What is ISO 20121 and how can you make your event more sustainable?

ISO 20121 is a voluntary international standard that can be put in place by any event, venue, or provider within the event industry at any time. Event industry companies sign up to the initiative to say that they are considering sustainability in their practices. It has a reputational advantage to do so and it helps businesses to develop organised methods for managing their events in an economically, environmentally and socially conscious way. Costs are reduced by less wasteful consumption of materials and energy. Companies also find they have a strengthened position within their community and enhance diversity, inclusion and accessibility.

The official document says

“What makes ISO 20121 so important is that it provides state-of-the-art solutions for the event industry worldwide because it has been developed by representatives of this same sector on an international scale. It tackles the event industry’s challenges in all three dimensions of sustainability, at all stages of its supply chain.”

A stand alone venue can become ISO 20121 certified, so that all the events held on the site are classed as sustainable events. Alternatively, upcoming events can become individually certified. Both types of certification are gained through audits. Being certified makes an event company more competitive and ensures a long-term return on investment. In simple terms, ISO 20121 allows businesses to publicly declare their commitment to sustainability in an internationally recognised way.

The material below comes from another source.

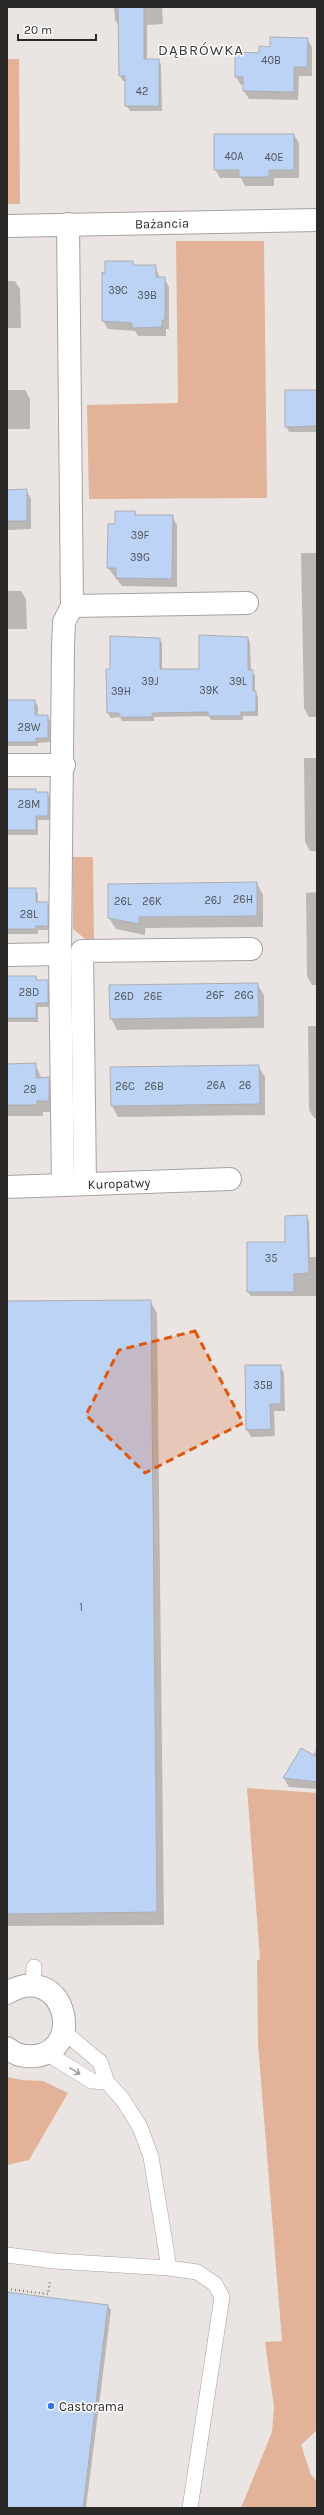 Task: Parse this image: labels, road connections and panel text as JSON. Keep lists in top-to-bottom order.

In 2009, the organisers of the 2012 London Olympics were looking for a way to confirm the sustainable commitments they had made, so they got in contact with the British Standards Institution (BSI) who developed some guidance on sustainable event management. This standard became widely used and was implemented by COP15 and Microsoft. This BSI initiative set the groundwork for the internationally recognised ISO 20121, which was then used by the 2012 London Olympics. But the standard isn’t only suitable for big events, it can work at any scale.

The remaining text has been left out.